The Big Short Review

The Big Short tells the true story of a few people that in the mid-2000s realise the existence of the housing bubble, predict its downfall and then decide to short it (bet against in the non-technical explanation given in the film).

The cast includes Christian Bale, Steve Carell, Ryan Gosling, and Brad Pitt and even though Bale is nominated for an Oscar for his superb performance, it is Carell who carries the movie at times, with his angry and righteous persona. Ryan Gosling provides the narration of the story, although his character is part of it, he is used as the linchpin between the movie and the audience, explaining the banking-terms and the jargon.

The film tries to make the seemingly boring theme of Banking that most people have no interest in, appealing to the viewer through jokes, celebrity cameos and its self-consciousness to its boring nature. Most of the jokes work and at times the comedy goes as far as masking the drama behind it. Moreover some of the characters in the movie break the 4th wall, turning to the camera and telling us what they are thinking, inaccuracies in the film compared to what actually happened, making it absorbing and enjoyable to watch, considering I have no interest in banking what so ever.

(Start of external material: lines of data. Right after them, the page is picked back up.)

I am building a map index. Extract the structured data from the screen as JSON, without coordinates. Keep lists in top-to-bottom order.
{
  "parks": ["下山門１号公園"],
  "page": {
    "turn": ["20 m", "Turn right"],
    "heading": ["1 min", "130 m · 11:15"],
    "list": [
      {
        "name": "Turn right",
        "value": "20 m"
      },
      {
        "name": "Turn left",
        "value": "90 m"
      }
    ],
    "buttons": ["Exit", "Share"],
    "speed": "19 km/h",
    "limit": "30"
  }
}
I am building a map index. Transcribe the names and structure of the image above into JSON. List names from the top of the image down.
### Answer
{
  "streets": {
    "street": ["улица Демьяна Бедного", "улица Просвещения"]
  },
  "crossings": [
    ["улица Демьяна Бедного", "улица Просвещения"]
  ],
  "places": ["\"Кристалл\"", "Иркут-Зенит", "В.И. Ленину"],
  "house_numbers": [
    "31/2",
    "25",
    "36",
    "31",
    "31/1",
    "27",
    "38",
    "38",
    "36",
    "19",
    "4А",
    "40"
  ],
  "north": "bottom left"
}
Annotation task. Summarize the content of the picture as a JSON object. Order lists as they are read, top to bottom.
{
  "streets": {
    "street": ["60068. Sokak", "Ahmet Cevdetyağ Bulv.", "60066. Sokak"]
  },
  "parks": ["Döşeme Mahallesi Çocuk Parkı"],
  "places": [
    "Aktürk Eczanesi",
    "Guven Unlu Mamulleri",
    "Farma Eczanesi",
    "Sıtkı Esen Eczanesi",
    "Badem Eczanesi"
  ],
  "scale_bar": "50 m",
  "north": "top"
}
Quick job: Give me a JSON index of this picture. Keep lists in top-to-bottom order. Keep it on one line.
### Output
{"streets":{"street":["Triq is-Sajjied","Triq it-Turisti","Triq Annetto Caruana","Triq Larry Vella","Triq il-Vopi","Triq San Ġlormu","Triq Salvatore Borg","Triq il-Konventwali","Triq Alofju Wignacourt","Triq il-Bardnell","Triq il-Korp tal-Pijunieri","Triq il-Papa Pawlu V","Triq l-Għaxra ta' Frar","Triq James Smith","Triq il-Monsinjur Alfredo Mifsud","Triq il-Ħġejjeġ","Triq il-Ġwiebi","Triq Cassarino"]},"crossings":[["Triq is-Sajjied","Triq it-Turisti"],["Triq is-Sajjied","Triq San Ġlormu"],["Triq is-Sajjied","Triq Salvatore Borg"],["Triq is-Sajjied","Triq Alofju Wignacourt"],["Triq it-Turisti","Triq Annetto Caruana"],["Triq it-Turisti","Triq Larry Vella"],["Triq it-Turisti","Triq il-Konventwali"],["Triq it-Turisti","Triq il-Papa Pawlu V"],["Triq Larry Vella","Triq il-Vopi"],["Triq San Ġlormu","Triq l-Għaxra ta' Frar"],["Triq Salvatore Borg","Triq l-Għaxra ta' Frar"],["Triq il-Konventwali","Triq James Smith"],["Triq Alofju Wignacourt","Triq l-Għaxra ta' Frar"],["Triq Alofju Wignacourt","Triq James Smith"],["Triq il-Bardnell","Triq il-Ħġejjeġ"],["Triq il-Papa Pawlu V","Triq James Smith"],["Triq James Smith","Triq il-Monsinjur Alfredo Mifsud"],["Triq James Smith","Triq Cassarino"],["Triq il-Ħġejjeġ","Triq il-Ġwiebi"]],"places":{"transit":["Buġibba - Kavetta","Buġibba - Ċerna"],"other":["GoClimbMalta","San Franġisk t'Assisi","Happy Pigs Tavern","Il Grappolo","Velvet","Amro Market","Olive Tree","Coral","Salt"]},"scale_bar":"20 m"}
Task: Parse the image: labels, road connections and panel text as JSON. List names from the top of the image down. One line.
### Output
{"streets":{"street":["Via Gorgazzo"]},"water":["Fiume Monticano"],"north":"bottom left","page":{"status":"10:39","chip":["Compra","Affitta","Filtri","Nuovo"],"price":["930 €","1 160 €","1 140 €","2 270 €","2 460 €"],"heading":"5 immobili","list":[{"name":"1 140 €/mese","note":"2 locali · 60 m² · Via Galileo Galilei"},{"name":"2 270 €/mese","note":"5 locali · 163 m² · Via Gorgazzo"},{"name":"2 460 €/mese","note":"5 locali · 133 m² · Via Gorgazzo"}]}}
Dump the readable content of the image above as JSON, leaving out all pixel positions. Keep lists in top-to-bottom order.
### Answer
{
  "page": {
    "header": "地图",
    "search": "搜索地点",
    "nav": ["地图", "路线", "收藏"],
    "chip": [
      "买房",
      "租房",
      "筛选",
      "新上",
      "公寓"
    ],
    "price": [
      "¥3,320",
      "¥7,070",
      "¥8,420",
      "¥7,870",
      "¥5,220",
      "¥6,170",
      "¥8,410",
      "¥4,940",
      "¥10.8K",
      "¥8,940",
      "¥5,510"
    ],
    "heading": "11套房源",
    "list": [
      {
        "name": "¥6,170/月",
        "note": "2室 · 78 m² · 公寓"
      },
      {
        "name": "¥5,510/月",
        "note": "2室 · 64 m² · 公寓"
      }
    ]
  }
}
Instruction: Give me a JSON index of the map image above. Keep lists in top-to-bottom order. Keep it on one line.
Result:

Adam McKay chooses to follow a sort-of documentary approach at certain times, with close-ups that follow the characters in an unconventional way, out of focus shots and not totally steady camera work. It is weird to watch at first, but as the film progresses and I got used to it and expected it, I started to appreciate it a bit.

The writing is exceptional, it really is an example of how any subject, no matter how tedious or uninteresting it may seem, can be turned into a very good, compelling and Oscar-nominated movie, when there is a great story to tell.